Problem details: With pictures left out, write out exactly every line from the start of the data through the one that contains "position:relative; width:2089px; height:1040px;".

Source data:
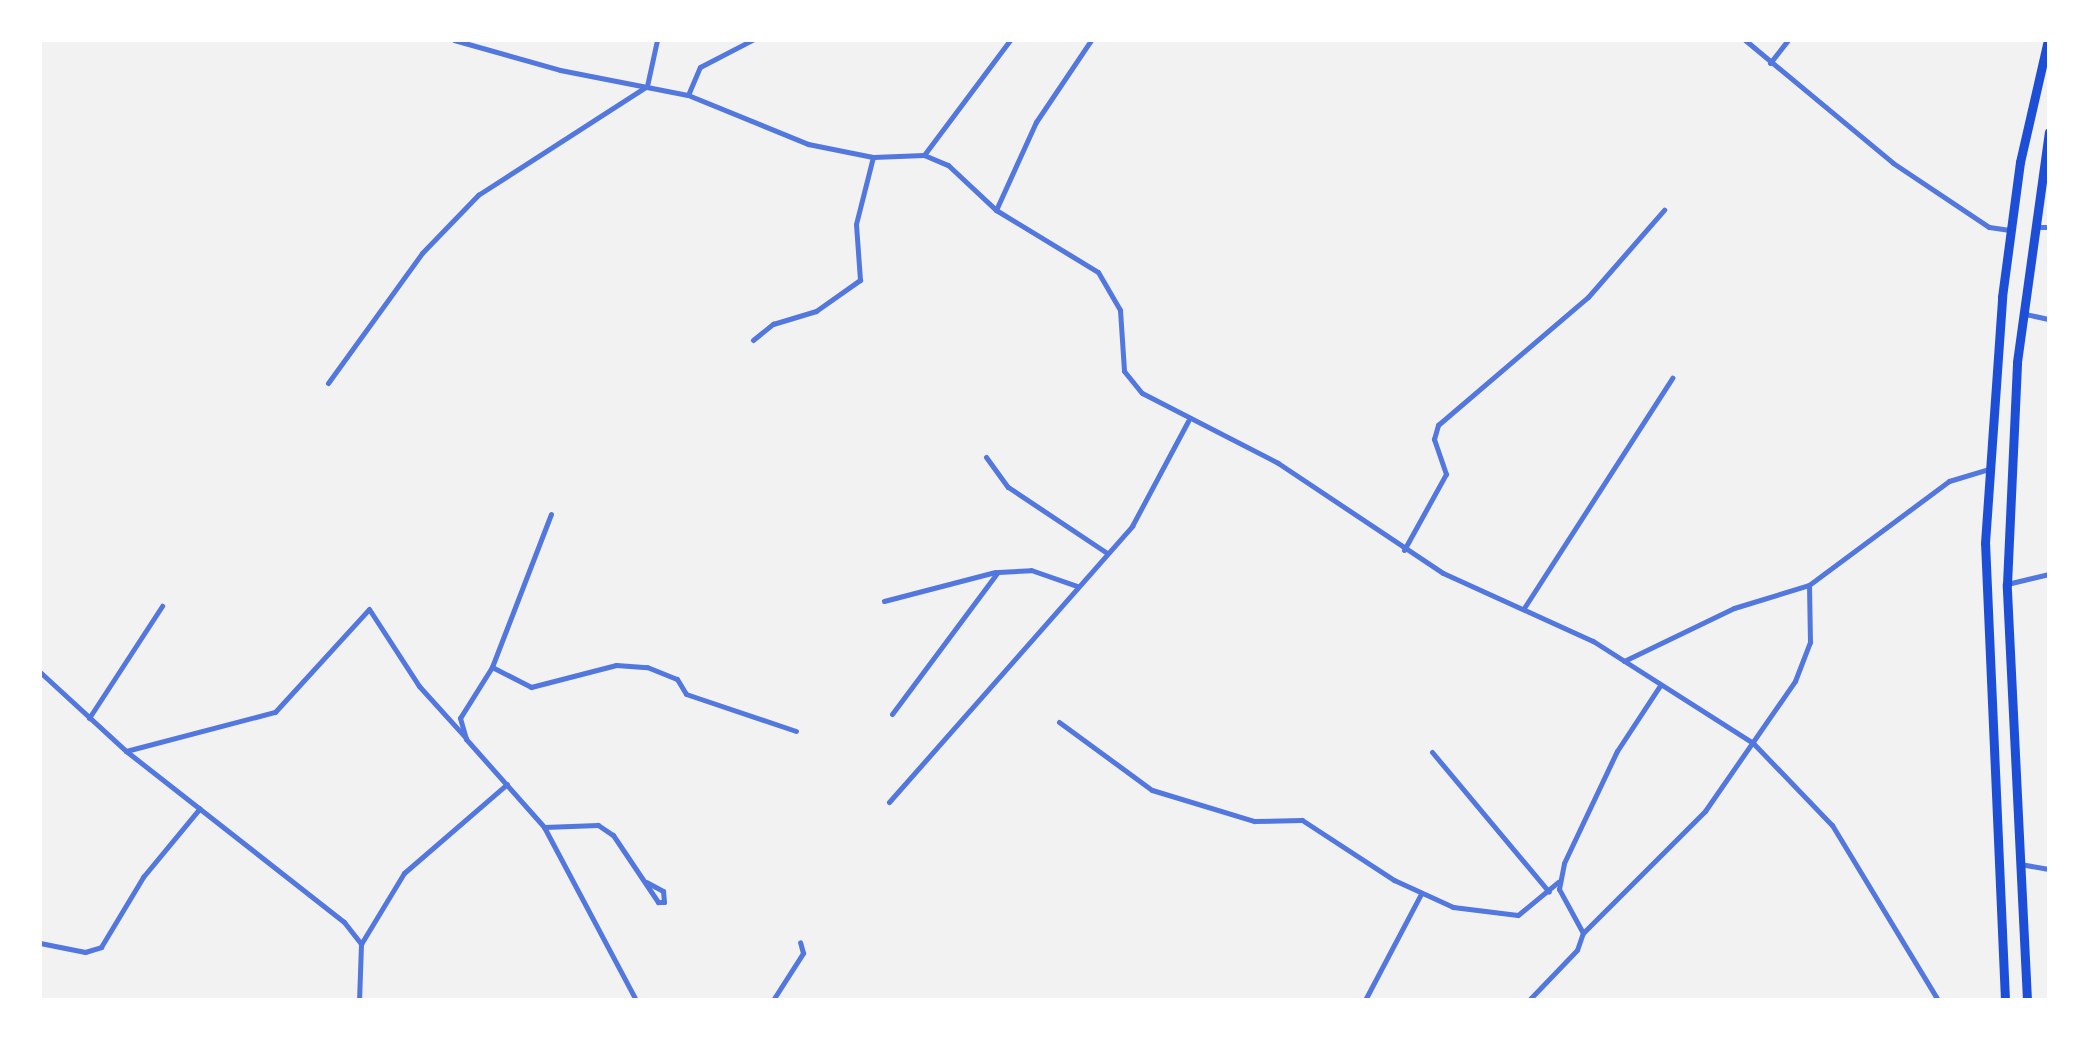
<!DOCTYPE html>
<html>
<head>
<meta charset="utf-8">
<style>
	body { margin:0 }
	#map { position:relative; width:2089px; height:1040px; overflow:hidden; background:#f2f2f2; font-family:"IBM Plex Sans",sans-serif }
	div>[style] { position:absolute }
	.minor>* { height:5px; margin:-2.5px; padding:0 2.5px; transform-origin:2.5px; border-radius:2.5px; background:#5277de }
	.trunk>* { height:9px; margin:-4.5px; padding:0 4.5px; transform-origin:4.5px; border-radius:4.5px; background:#1d4ed8 }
	span { translate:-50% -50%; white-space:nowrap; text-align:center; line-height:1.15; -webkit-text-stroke:8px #fff; paint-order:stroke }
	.frame { position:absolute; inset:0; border:42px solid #fff; pointer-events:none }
</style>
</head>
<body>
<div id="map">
	<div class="minor">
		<div style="left:454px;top:40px;width:110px;rotate:15.8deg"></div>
		<div style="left:560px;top:70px;width:130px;rotate:11.1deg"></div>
		<div style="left:688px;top:95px;width:130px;rotate:22.2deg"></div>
		<div style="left:808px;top:144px;width:66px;rotate:11.3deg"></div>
		<div style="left:873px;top:157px;width:51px;rotate:-2.2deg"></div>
		<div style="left:924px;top:155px;width:26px;rotate:23deg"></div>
		<div style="left:948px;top:165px;width:66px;rotate:43.2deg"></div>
		<div style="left:996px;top:210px;width:119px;rotate:31.3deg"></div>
		<div style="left:1098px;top:272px;width:44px;rotate:59.9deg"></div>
		<div style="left:1120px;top:310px;width:61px;rotate:86.2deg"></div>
		<div style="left:1124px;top:371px;width:28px;rotate:51deg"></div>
		<div style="left:1142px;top:393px;width:153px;rotate:27.2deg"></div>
		<div style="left:1278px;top:463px;width:198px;rotate:33.7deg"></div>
		<div style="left:1443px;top:573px;width:165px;rotate:24.4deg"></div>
		<div style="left:1593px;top:641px;width:190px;rotate:32.5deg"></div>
		<div style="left:1753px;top:743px;width:114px;rotate:46.1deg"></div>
		<div style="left:1832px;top:825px;width:205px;rotate:58.8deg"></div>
		<div style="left:1745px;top:40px;width:192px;rotate:39.7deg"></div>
		<div style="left:1893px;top:163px;width:115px;rotate:33.7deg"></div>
		<div style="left:1989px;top:227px;width:21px;rotate:8deg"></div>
		<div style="left:1770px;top:63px;width:29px;rotate:-52deg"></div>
		<div style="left:688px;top:95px;width:30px;rotate:-67deg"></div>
		<div style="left:700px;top:67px;width:59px;rotate:-27.4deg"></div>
		<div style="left:924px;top:155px;width:144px;rotate:-53.2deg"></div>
		<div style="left:996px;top:210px;width:97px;rotate:-65.6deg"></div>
		<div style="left:1036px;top:122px;width:99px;rotate:-56.1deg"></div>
		<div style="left:2035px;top:227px;width:14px"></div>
		<div style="left:2025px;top:314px;width:25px;rotate:12deg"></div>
		<div style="left:753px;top:340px;width:26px;rotate:-39deg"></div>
		<div style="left:773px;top:324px;width:45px;rotate:-16.8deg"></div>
		<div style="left:816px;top:311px;width:54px;rotate:-35.2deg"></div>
		<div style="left:860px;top:280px;width:56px;rotate:-94.1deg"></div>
		<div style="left:856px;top:224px;width:69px;rotate:-75.8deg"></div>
		<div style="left:328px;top:383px;width:160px;rotate:-54.1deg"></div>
		<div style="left:422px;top:253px;width:81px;rotate:-46deg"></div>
		<div style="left:478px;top:195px;width:201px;rotate:-32.8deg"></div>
		<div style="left:647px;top:86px;width:47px;rotate:-77.7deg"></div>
		<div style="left:986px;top:457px;width:37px;rotate:54deg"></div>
		<div style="left:1008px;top:487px;width:119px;rotate:33.7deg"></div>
		<div style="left:551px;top:514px;width:164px;rotate:111.1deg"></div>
		<div style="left:492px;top:667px;width:60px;rotate:122.1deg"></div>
		<div style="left:460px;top:718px;width:22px;rotate:74deg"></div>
		<div style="left:466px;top:739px;width:118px;rotate:48.4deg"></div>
		<div style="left:544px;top:827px;width:196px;rotate:62deg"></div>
		<div style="left:1404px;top:550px;width:87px;rotate:-61.1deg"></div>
		<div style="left:1446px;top:474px;width:37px;rotate:-109deg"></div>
		<div style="left:1434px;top:439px;width:15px;rotate:-74deg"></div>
		<div style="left:1438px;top:425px;width:197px;rotate:-40.5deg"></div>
		<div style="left:1588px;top:297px;width:116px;rotate:-48.9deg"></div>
		<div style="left:2007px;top:584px;width:43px;rotate:-13.4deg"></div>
		<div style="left:884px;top:601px;width:115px;rotate:-14.6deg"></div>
		<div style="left:1524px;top:608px;width:274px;rotate:-57.2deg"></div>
		<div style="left:1624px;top:661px;width:122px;rotate:-25.7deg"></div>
		<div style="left:1734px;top:608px;width:78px;rotate:-17deg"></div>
		<div style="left:1809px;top:585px;width:174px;rotate:-36.6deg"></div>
		<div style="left:1949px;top:481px;width:42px;rotate:-16.7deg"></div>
		<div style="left:492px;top:667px;width:44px;rotate:27.1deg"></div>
		<div style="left:531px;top:687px;width:88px;rotate:-14.5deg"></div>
		<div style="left:616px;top:665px;width:31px;rotate:4deg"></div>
		<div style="left:647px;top:667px;width:32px;rotate:22deg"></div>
		<div style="left:677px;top:679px;width:17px;rotate:59deg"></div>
		<div style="left:686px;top:694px;width:116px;rotate:18.6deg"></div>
		<div style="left:40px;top:672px;width:117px;rotate:42.6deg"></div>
		<div style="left:126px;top:751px;width:277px;rotate:38.1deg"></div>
		<div style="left:344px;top:922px;width:28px;rotate:52deg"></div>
		<div style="left:361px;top:944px;width:56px;rotate:92deg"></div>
		<div style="left:892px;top:714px;width:177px;rotate:-53.3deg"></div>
		<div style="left:998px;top:572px;width:33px;rotate:-3deg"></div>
		<div style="left:1031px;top:570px;width:49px;rotate:19.2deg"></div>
		<div style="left:89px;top:718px;width:134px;rotate:-56.9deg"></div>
		<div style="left:1059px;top:722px;width:115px;rotate:36.2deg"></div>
		<div style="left:1152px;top:790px;width:107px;rotate:16.9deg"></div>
		<div style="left:1254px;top:821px;width:48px;rotate:-1.2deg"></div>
		<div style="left:1302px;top:820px;width:110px;rotate:33.1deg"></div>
		<div style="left:1394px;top:880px;width:65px;rotate:24.6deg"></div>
		<div style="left:1453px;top:907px;width:65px;rotate:7deg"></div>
		<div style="left:1518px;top:915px;width:52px;rotate:-39.5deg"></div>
		<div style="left:126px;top:751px;width:154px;rotate:-14.7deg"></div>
		<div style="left:275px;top:712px;width:139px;rotate:-47.6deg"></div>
		<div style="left:369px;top:609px;width:92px;rotate:57deg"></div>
		<div style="left:419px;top:686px;width:70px;rotate:47.9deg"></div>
		<div style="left:1432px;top:752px;width:182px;rotate:50.1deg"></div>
		<div style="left:889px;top:802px;width:368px;rotate:-48.6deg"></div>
		<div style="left:1132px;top:526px;width:119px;rotate:-61.9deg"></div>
		<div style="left:544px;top:827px;width:54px;rotate:-2.1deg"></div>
		<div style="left:598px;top:825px;width:18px;rotate:34deg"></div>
		<div style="left:613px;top:835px;width:81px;rotate:56.1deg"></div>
		<div style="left:658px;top:902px;width:6px"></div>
		<div style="left:664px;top:902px;width:11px;rotate:-95deg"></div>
		<div style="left:663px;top:891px;width:19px;rotate:-152deg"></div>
		<div style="left:2020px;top:864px;width:29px;rotate:10deg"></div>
		<div style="left:1583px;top:933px;width:173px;rotate:-45deg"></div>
		<div style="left:1705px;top:811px;width:158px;rotate:-55.3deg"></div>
		<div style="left:1795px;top:681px;width:42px;rotate:-69deg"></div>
		<div style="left:1810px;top:642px;width:57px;rotate:-91deg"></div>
		<div style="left:40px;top:943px;width:46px;rotate:11.3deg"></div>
		<div style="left:85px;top:952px;width:17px;rotate:-17deg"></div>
		<div style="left:101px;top:947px;width:82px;rotate:-59deg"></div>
		<div style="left:143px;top:877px;width:89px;rotate:-50.4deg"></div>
		<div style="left:361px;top:944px;width:83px;rotate:-58.8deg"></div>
		<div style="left:404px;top:873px;width:136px;rotate:-40.8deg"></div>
		<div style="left:773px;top:1000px;width:56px;rotate:-57.4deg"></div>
		<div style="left:803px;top:953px;width:11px;rotate:-105deg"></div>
		<div style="left:1365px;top:1000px;width:120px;rotate:-62.2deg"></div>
		<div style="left:1529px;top:1000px;width:69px;rotate:-46.2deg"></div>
		<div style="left:1577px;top:950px;width:18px;rotate:-71deg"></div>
		<div style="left:1583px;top:933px;width:50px;rotate:-118.6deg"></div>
		<div style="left:1559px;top:889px;width:26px;rotate:-79deg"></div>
		<div style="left:1564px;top:863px;width:124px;rotate:-64.7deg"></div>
		<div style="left:1617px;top:751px;width:77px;rotate:-56.7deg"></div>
	</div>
	<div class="trunk">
		<div style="left:2005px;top:1000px;width:457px;rotate:-92.5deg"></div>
		<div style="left:1985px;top:543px;width:247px;rotate:-86deg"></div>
		<div style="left:2002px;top:297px;width:136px;rotate:-82.4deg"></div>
		<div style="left:2020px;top:162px;width:125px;rotate:-77.1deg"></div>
		<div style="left:2027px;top:1000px;width:416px;rotate:-92.8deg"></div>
		<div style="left:2007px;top:584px;width:222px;rotate:-87.4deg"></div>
		<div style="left:2017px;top:362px;width:232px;rotate:-82.1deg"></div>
	</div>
	<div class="frame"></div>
</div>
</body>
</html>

Completed exercise:
<!DOCTYPE html>
<html>
<head>
<meta charset="utf-8">
<style>
	body { margin:0 }
	#map { position:relative; width:2089px; height:1040px; overflow:hidden; background:#f2f2f2; font-family:"IBM Plex Sans",sans-serif }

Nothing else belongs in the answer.